Die Uferpromenade entlang des Flusses Yare offenbart die tiefere Identität von Great Yarmouth. Die Uferstraße, die sich über mehr als eine Meile entlang des Flusses erstreckt, war einst gesäumt von Lagerhäusern, Kaufmannshäusern und Räuchereien, die die riesigen Heringsfänge verarbeiteten. Das Elizabethan House Museum, das in einem Wohnhaus aus dem 16. Jahrhundert untergebracht ist, rekreiert das häusliche Leben über vier Jahrhunderte hinweg, während das Rows Heritage Centre zwei der ursprünglichen engen Gassen – Nummer 111 und Nummer 117 – mit ihrer originalen Stuckarbeit und den Kaminen aus dem 17. Jahrhundert bewahrt. Das Nelson Museum, das Norfolks berühmtestem Sohn gewidmet ist, dokumentiert die Verbindung von Lord Horatio Nelson zu der Stadt, in der er nach der Schlacht am Nil im Jahr 1798 zum ersten Mal englischen Boden betrat.
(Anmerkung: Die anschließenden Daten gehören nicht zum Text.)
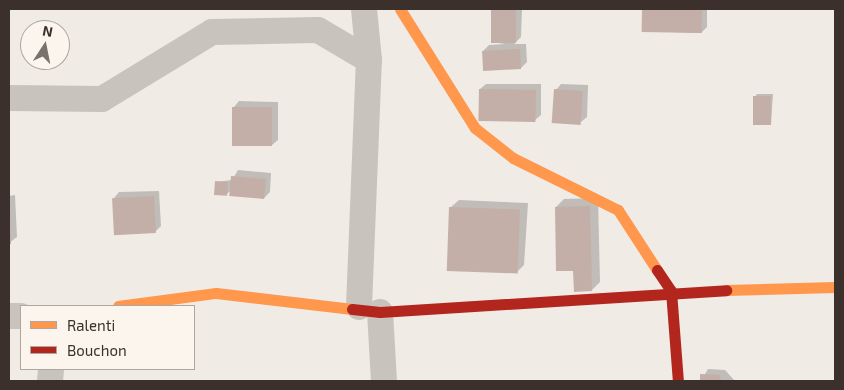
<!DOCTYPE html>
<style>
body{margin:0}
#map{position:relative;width:844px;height:390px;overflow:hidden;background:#f0ebe5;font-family:"Exo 2",sans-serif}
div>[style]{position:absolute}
.shadow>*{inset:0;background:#0003}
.building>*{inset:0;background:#c3afa7;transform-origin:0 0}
.street>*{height:26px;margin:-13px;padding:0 13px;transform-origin:13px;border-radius:13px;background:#c9c3be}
.slow>*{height:11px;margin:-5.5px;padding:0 5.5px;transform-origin:5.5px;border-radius:5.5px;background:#ff974d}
.jam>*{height:11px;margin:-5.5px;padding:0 5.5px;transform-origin:5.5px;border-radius:5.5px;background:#b3261e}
span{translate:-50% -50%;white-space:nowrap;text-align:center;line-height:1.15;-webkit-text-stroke:4px #fbf5ee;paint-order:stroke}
.frame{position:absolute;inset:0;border:10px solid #3b302b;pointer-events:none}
.legend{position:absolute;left:20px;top:305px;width:175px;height:65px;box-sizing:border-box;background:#fbf5ee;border:1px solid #aea6a0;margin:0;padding:6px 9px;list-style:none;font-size:15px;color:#3b302b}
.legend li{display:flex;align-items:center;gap:10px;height:25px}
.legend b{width:25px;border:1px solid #aea6a0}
.north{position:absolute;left:20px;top:20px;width:50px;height:50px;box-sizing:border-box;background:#fbf5ee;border:1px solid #aea6a0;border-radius:50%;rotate:11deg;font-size:14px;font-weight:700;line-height:20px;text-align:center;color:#3b302b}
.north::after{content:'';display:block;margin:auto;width:18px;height:22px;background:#7a716c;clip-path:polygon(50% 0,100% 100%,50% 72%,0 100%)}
</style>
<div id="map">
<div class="shadow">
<div style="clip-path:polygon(492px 9px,522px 9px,521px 37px,514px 44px,526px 44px,527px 62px,521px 68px,483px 51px,489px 45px,505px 44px,491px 42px)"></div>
<div style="clip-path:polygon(643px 9px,707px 9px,707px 27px,701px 33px,642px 31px)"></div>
<div style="clip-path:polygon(486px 84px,541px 84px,541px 115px,535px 120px,480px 89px)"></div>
<div style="clip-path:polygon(561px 84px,588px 85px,587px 117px,581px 122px,556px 90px)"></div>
<div style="clip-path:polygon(757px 94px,773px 94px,771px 124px,755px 97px)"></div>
<div style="clip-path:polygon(239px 101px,278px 102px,278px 140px,272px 145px,234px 107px)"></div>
<div style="clip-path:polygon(238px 170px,271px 173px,270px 192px,264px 198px,231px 190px,226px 195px,216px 182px,232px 180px)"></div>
<div style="clip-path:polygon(159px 191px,161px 226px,155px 232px,114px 198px,119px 192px)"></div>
<div style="clip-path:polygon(15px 195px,17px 237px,9px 243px,9px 196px)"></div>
<div style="clip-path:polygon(598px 198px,600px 282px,592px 290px,575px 270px,556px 207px,564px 199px)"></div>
<div style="clip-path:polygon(459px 200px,528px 203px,524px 265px,516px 273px,450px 208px)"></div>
<div style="clip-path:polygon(708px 369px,725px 370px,735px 381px,701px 381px)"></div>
</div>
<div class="building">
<div style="left:491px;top:9px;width:25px;height:34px"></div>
<div style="left:642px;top:9px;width:60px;height:23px;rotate:1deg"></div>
<div style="left:520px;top:49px;width:20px;height:38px;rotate:87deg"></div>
<div style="left:479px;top:89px;width:57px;height:32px;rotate:1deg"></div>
<div style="left:554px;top:89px;width:29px;height:34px;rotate:4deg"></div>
<div style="left:753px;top:96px;width:18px;height:29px"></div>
<div style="left:232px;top:107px;width:40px;height:39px"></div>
<div style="left:231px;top:176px;width:35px;height:20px;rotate:5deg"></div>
<div style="left:215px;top:181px;width:13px;height:14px;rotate:4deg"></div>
<div style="left:154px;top:196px;width:37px;height:42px;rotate:87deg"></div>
<div style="clip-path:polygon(590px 206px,592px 291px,574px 292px,573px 271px,556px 271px,555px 207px)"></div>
<div style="left:449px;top:207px;width:71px;height:64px;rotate:2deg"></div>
<div style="clip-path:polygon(9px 213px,10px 213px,11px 244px,9px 244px)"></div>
<div style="clip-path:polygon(700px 374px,720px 375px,721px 381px,700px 381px)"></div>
</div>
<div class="street">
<div style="left:9px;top:98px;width:93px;rotate:0.6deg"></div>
<div style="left:102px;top:99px;width:129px;rotate:-31.3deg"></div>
<div style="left:212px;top:32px;width:106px;rotate:-1.1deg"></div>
<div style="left:318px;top:30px;width:59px;rotate:30.5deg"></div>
<div style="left:359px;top:307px;width:247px;rotate:-87.7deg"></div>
<div style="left:369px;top:60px;width:51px;rotate:-95.6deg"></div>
<div style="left:380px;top:312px;width:69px;rotate:86.7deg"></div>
<div style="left:9px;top:316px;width:12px"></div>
<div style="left:50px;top:381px;width:12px;rotate:-85deg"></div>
</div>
<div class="slow">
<div style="left:400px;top:9px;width:141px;rotate:57.8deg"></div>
<div style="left:475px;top:128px;width:48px;rotate:38.3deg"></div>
<div style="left:513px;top:158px;width:117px;rotate:26.3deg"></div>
<div style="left:618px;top:210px;width:72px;rotate:57deg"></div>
<div style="left:726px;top:290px;width:109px;rotate:-1.6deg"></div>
<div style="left:118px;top:306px;width:99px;rotate:-7.6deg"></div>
<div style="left:216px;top:293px;width:137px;rotate:6.7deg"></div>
</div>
<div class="jam">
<div style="left:657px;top:270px;width:25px;rotate:56deg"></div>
<div style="left:671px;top:291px;width:90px;rotate:85.6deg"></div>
<div style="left:352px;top:309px;width:28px;rotate:6deg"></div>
<div style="left:380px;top:312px;width:347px;rotate:-3.6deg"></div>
</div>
<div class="frame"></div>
<ul class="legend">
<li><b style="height:6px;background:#ff974d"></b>Ralenti</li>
<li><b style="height:6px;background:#b3261e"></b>Bouchon</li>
</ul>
<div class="north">N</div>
</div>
Die Norfolk Broads, eine der kostbarsten Landschaften Englands, beginnen nur flussaufwärts von Great Yarmouth. Dieses Netzwerk aus flachen Seen, Flüssen und Sümpfen – entstanden durch mittelalterliches Torfstechen, das überflutet wurde und so ein im Wesentlichen künstliches Feuchtgebiet von außergewöhnlichem ökologischem Wert schuf – bietet sanftes Bootfahren, hervorragende Vogelbeobachtungen (darunter der seltene Rohrweihe und der Fischadler) sowie eine Ruhe, die einen scharfen Kontrast zur lebhaften Seeseite von Yarmouth bildet. Die Broads sind mit einem Boot von der Yare aus zugänglich, und ein Tag, an dem man gemächlich durch schilfbewachsene Kanäle vorbei an Windmühlen, reetgedeckten Cottages und dem gelegentlichen Eisvogel gleitet, bietet eines der besten Erlebnisse in East Anglia.
Die kulinarischen Traditionen von Great Yarmouth sind fest verankert in dem berühmten Great Yarmouth Kipper – Hering, der aufgeschnitten, eingelegt und über Eichenholzspänen in den traditionellen Räuchereien der Stadt geräuchert wird. Der intensive, ölige Geschmack des Kippers ist eine erlernte Vorliebe, die Geduld belohnt und am besten zum Frühstück mit Toast und Butter in einem der Cafés an der Strandpromenade genossen wird. Die Nähe der Region zum landwirtschaftlichen Herz Norfolk bringt den Cromer-Krabben (die besten in England, direkt vor der Küste gefangen), Samphire (die salzige, knackige Marschpflanze, die an der Küste von Norfolk gesammelt und gedämpft mit Butter serviert wird) und den Norfolk Black Turkey hervor, der an Weihnachten auf den Tischen im ganzen Land zu finden ist. Fish and Chips – der große englische Klassiker am Meer – erreicht seinen Höhepunkt in den traditionellen Chippies von Yarmouth, wo lokal gefangener Kabeljau oder Schellfisch in goldene Perfektion frittiert wird.
Der Außenhafen von Great Yarmouth kann Kreuzfahrtschiffe direkt am Kai aufnehmen, und das Stadtzentrum ist bequem zu Fuß erreichbar. Die beste Zeit für einen Besuch ist von Mai bis September, wenn die Küstenattraktionen in vollem Gange sind, die Broads am besten befahrbar sind und die langen englischen Sommerabende (die Sonne geht im Hochsommer nach 21 Uhr unter) die Möglichkeiten des Tages erweitern. Das Yarmouth Maritime Festival im September feiert das maritime Erbe der Stadt mit Großseglern, Marinefahrzeugen und nautischen Unterhaltungen, während die Wintermonate die Stadt in ihre ruhigere, nachdenklichere Seite zurückziehen – eine Zeit für Spaziergänge am windgepeitschten Strand und Kipper vor einem echten Feuer.